Apenas puede citarse más que como curiosidad literaria la leyenda de Arolas, Beatriz la portera , [1] compuesta toda ella en décimas. Declara al comenzar que la tomó de Cesáreo de Heisterbach:

           Cesáreo nos da una historia
       Con vislumbres de misterio,
       Que en un santo monasterio
       Dejó célebre memoria;
       Por su autoridad notoria
       Referirla es conveniente,
       Para que el lector aumente
       Su devoción a María,
       Iris de amor, luz y guía
       Del corazón penitente.
                                               

       [p. 106] A pesar de tal anuncio, y a pesar del gran talento poético de su autor, la leyenda está tratada del modo más vulgar e indecoroso, y con cierto género de humorismo de baja ley, que repugnaría en un escritor profano, cuanto más en un religioso como el P. Arolas.

Notas

[p. 96]. [1] . «Este fué monje de Císter, del monasterio del valle de San Pedro o Heisterbace, y muy docto para en aquellos tiempos. Floreció en los años de mil y doscientos y veinticinco, siendo Sumo Pontífice Honorio III y Emperador Federico II. Escribió unos diálogos de mucha erudición y la Vida de San Engelberto, arzobispo de Colonia, y la dirigió a Henrico, su sucesor en el Arzobispado, y un libro de exemplos. Todo lo que escribe es dulce y propio para convertir a Dios a cualquier pecador, y hazer al perfecto más perfecto; y por esto entre los de su religión ha sido y es en mucho tenido y alabado.»

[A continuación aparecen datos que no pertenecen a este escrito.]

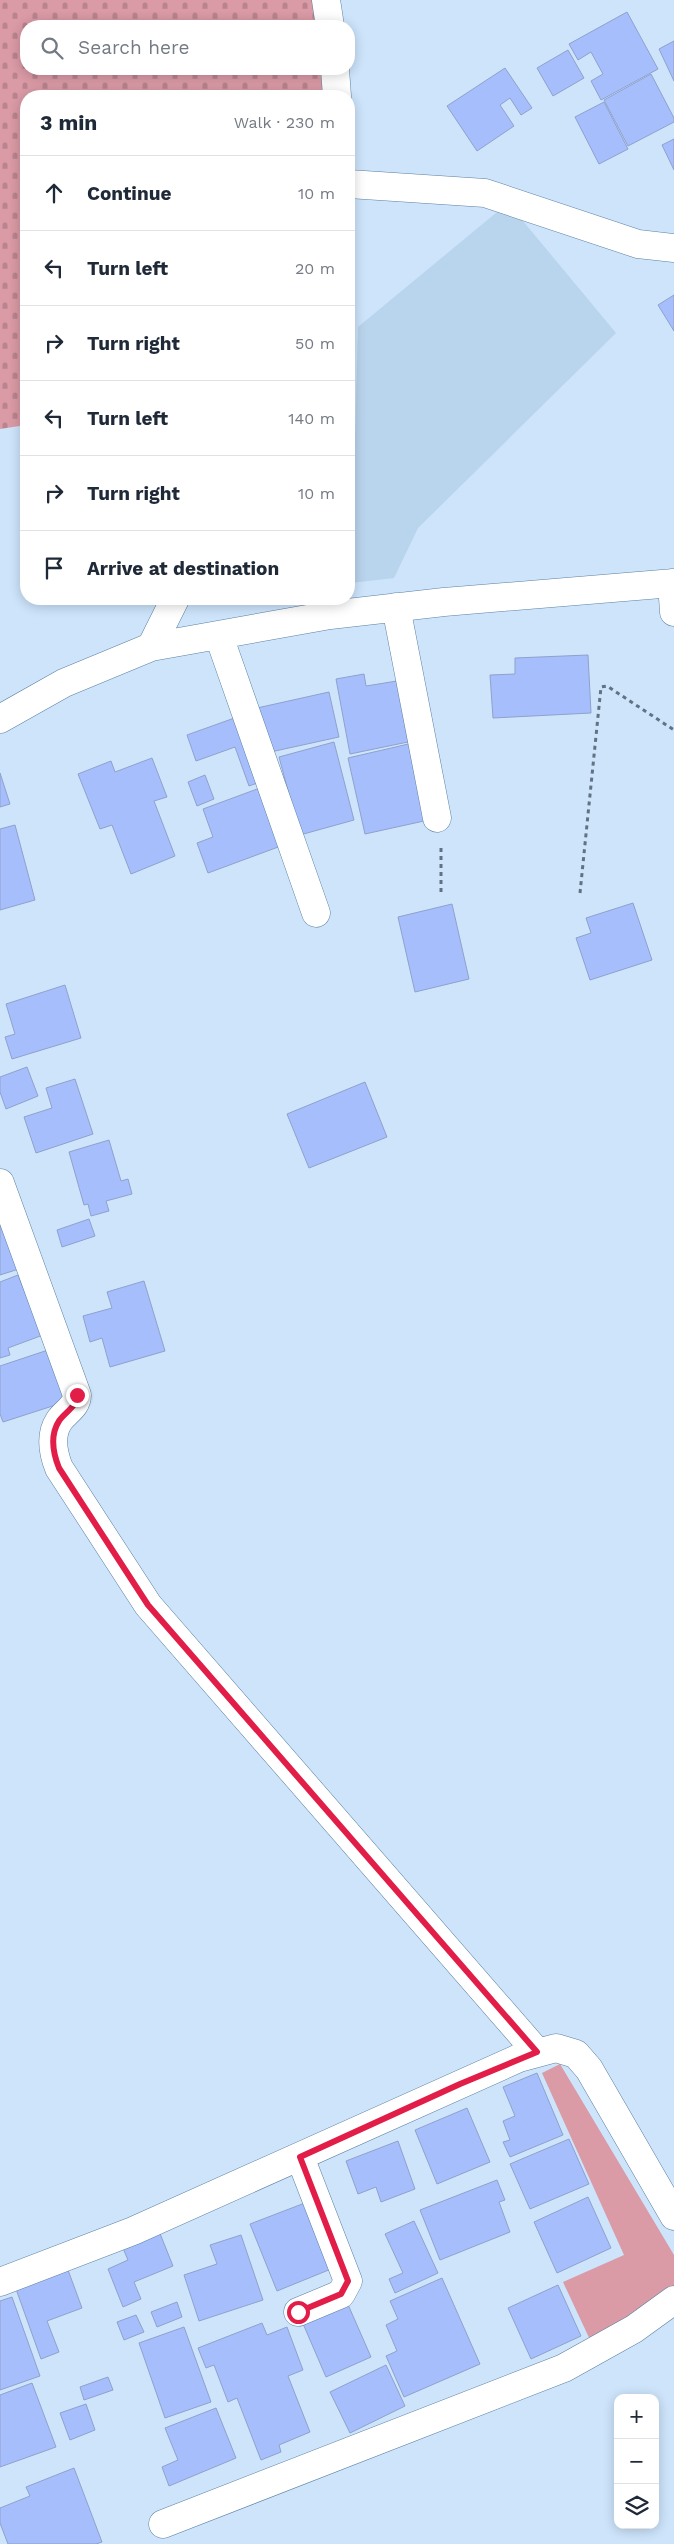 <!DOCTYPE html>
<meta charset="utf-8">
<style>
body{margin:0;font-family:"Work Sans",sans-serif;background:#f2f2f3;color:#1f2937}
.controls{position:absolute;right:15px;bottom:15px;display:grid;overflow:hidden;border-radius:10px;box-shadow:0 2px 12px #0003}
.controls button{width:45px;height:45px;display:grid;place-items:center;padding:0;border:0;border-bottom:1px solid #e0e1e3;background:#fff;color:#1f2937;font:25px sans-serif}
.stop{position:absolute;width:15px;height:15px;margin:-11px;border:4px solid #e11d48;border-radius:50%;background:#fff}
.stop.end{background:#e11d48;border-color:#fff;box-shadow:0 1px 5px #0008}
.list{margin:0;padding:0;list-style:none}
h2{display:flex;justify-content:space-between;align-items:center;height:65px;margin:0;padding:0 20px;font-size:21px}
h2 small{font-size:16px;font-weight:400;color:#747a83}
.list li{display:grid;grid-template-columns:32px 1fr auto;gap:15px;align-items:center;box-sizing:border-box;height:75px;padding:0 20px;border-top:1px solid #e0e1e3}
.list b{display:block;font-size:19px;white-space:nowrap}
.list em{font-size:16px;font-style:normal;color:#747a83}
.icon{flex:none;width:28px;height:28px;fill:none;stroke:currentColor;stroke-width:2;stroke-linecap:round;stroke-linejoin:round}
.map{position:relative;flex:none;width:674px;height:2544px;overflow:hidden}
.search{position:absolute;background:#fff;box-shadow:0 2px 12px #0003;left:20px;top:20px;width:335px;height:55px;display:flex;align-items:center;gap:12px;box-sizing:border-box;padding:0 18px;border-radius:20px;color:#747a83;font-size:19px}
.panel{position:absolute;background:#fff;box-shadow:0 2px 12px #0003;left:20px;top:90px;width:335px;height:515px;border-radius:20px}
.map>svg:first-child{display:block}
.built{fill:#b9d4ed}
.grass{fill:#da9aa6}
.cemetery{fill:url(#cemetery-stones)}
.building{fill:#a6befc;stroke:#8fa1cd}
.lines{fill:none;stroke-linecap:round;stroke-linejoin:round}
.minor-casing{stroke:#5b80a2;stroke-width:29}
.path{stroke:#617284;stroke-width:3;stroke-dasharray:4 4;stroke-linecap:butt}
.minor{stroke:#fff;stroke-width:28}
.route{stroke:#e11d48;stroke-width:6}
</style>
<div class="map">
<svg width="674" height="2544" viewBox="0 0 674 2544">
<defs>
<pattern id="cemetery-stones" width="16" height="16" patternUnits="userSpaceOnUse" patternTransform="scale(1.25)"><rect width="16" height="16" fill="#da9aa6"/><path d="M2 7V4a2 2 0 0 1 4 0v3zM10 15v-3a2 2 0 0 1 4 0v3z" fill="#b9848e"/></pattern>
</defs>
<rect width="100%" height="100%" fill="#cde4fb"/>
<!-- built -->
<path class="built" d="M508,203L616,333L418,528L394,578L351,583L358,327Z"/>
<!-- grass -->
<path class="grass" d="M560,2064L674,2255V2290L592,2344L563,2282L624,2255L542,2073Z"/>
<!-- cemetery -->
<path class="cemetery" d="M0,0H323L327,26H26V69H327L326,96H26V425L0,429Z"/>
<!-- building -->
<path class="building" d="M627,12L658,69L601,100L591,81L603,74L591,52L578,60L569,44Z
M674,41V81L659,49Z
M568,50L584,78L553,96L537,68Z
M505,68L532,108L521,115L510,98L500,105L514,126L477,151L447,106Z
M651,74L674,118V122L628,146L604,100Z
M604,102L628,149L599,164L575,117Z
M674,139V170L662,145Z
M674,295V331L658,305Z
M588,655L591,713L493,718L490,675L515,674V658Z
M364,674L366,686L397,681L408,742L350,754L336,679Z
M329,692L339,737L266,753L257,708Z
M240,716L263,781L249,786L235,747L196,761L187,735Z
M334,742L354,820L300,835L279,757Z
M417,742L433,819L365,834L348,758Z
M152,758L167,797L154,801L175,856L131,874L112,825L100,829L78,774L111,761L115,772Z
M0,773L10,804L0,807Z
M205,775L214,799L197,806L188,782Z
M268,785L289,843L208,873L197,843L213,837L203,809Z
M15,825L35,900L0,910V829Z
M633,903L652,960L590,980L576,938L591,933L586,918Z
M452,904L469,979L415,992L398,917Z
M65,985L81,1038L12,1059L5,1037L15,1034L6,1004Z
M27,1067L38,1096L6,1109L0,1092V1077Z
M75,1079L93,1134L36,1153L24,1117L52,1108L46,1088Z
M365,1082L387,1137L309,1168L287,1114Z
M109,1140L121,1181L128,1179L132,1194L106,1201L109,1211L91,1216L88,1204L84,1205L69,1152Z
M0,1201L22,1268L0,1275Z
M89,1219L95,1236L62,1247L57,1230Z
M18,1275L26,1295L38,1291L43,1335L8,1348L10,1355L0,1358V1282Z
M144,1281L165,1351L110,1367L102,1338L90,1342L83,1316L112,1308L107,1292Z
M48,1350L65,1402L3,1422L0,1414V1366Z
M537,2073L563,2135L510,2157L503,2142L510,2140L503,2121L515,2116L503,2087Z
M467,2108L490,2162L437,2184L415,2130Z
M569,2139L589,2184L530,2209L510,2164Z
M398,2141L415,2189L381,2202L376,2187L358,2194L346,2161Z
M497,2180L505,2200L499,2202L510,2232L440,2260L420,2210Z
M588,2197L611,2248L557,2273L534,2222Z
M310,2201L336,2267L277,2291L250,2224Z
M414,2221L438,2273L395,2293L389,2279L403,2273L385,2234Z
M159,2231L173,2266L134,2282L141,2299L123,2307L108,2269L128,2260L122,2246Z
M241,2235L263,2300L199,2321L184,2275L217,2264L210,2245Z
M68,2270L82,2308L47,2321L59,2352L41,2359L16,2289Z
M442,2278L480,2364L404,2397L386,2356L397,2351L386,2325L398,2319L390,2301Z
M558,2285L581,2336L531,2359L508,2308Z
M12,2297L40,2376L0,2390V2301Z
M346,2300L371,2357L326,2377L301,2319Z
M177,2302L182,2317L157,2327L151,2312Z
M136,2315L144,2332L124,2340L117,2322Z
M262,2323L267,2335L287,2327L303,2370L288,2376L310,2432L279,2445L281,2452L261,2460L237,2398L228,2402L214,2365L206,2368L198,2348Z
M184,2327L211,2402L165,2418L139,2343Z
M386,2365L405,2406L350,2433L330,2392Z
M108,2377L113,2390L84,2400L80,2387Z
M32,2383L56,2447L0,2467V2395Z
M86,2404L95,2430L70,2440L60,2413Z
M216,2408L236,2458L169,2486L162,2467L178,2460L165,2428Z
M74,2468L102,2542L96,2544H8L0,2523V2508L30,2496L26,2487Z"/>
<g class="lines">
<!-- minor casing -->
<g class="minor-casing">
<path id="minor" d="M326,0L330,26
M335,69L337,96
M349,184L485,193L638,244L674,248
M672,583L674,612
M396,607L437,818
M219,636L316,913
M151,647L175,599
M0,719L64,683L151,647L330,615L444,602L674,583
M0,1183L77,1395C77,1407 65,1412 59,1421C50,1435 53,1453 59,1468L148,1605L537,2052
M0,2282L133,2231L519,2058L556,2048L576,2054L589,2069L674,2216
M298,2312L341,2294L348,2281L300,2157
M163,2524L564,2368L634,2329L674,2300"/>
</g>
<!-- path -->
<path class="path" d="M441,848V896
M580,893L601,687L607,686L674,730"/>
<!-- minor -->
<use href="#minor" class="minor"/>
</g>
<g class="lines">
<!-- route -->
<path class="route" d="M77,1395C77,1407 65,1412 59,1421C50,1435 53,1453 59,1468L148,1605L537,2052L460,2084L300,2157L348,2281L341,2294L298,2312"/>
</g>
</svg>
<div class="controls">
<button>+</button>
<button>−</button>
<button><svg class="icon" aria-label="layers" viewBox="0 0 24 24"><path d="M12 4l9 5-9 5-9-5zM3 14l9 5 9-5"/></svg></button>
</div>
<div class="stop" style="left:298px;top:2312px"></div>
<div class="stop end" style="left:77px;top:1395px"></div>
<div class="search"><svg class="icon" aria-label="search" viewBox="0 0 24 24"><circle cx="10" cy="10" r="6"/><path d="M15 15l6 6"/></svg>Search here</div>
<section class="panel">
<h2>3 min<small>Walk · 230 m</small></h2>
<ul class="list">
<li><svg class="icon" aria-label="ahead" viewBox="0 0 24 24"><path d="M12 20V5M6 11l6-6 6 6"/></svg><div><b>Continue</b></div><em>10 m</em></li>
<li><svg class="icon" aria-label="left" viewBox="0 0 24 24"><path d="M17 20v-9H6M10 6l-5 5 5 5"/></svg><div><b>Turn left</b></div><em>20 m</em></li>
<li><svg class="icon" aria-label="right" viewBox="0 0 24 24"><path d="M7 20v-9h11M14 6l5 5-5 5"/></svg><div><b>Turn right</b></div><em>50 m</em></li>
<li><svg class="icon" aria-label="left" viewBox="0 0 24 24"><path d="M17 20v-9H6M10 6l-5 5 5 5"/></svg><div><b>Turn left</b></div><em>140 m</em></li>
<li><svg class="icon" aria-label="right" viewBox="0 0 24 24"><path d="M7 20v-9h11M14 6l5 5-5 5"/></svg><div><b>Turn right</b></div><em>10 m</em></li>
<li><svg class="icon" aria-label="arrive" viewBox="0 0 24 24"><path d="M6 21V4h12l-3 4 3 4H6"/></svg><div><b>Arrive at destination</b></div></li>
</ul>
</section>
</div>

Así el doctor Juan Basilio Santoro, en el proemio de la segunda parte de su Prado espiritual (Lérida, 1619), que es una de las colecciones de ejemplos más copiosas que tenemos. Entre los que traduce del abad Cesáreo, con el título de Flores, no está el de la monja.

[p. 96]. [2] . Edición del abate Poquet, 1857. Este y otros milagros de Gautier de Coincy habían sido publicados ya en las colecciones de Fabliaux, de Barbazan y Méon.

[p. 100]. [1] . Tomo I, pág. 146 de la edición académica de las Cantigas.

 

[p. 101]. [1] . Vid. Obras de D. Manuel de la Revilla (Madrid, 1883), páginas 349 a 354.

[p. 101]. [2] . Vid. mis Estudios de Crítica Literaria (segunda serie), pág. 179.

[p. 102]. [1] . En su Apologético de las comedias españolas que precede al Norte de la poesía española (1616), dice el fingido Ricardo de Turia: «Pues es infalible que la naturaleza española pide en las comedias lo que en los trajes, que son nuevos usos cada día; tanto, que el príncipe de los poetas cómicos de nuestros tiempos, y aun de los pasados, el famoso y nunca bien celebrado Lope de Vega, suele, oyendo así comedias suyas como ajenas, advertir los pasos que hacen maravilla, y granjean aplauso, y aquellos, aunque sea impropios, imita en todo, buscando ocasiones en nuevas comedias, que, como de fuente perenne, nacen incesablemente de su fertilísimo ingenio.»

[p. 105]. [1] . Poesías religiosas, caballerescas, amatorias y orientales de D. Juan Arolas, tomo II, pág. 244 (Valencia, 1860).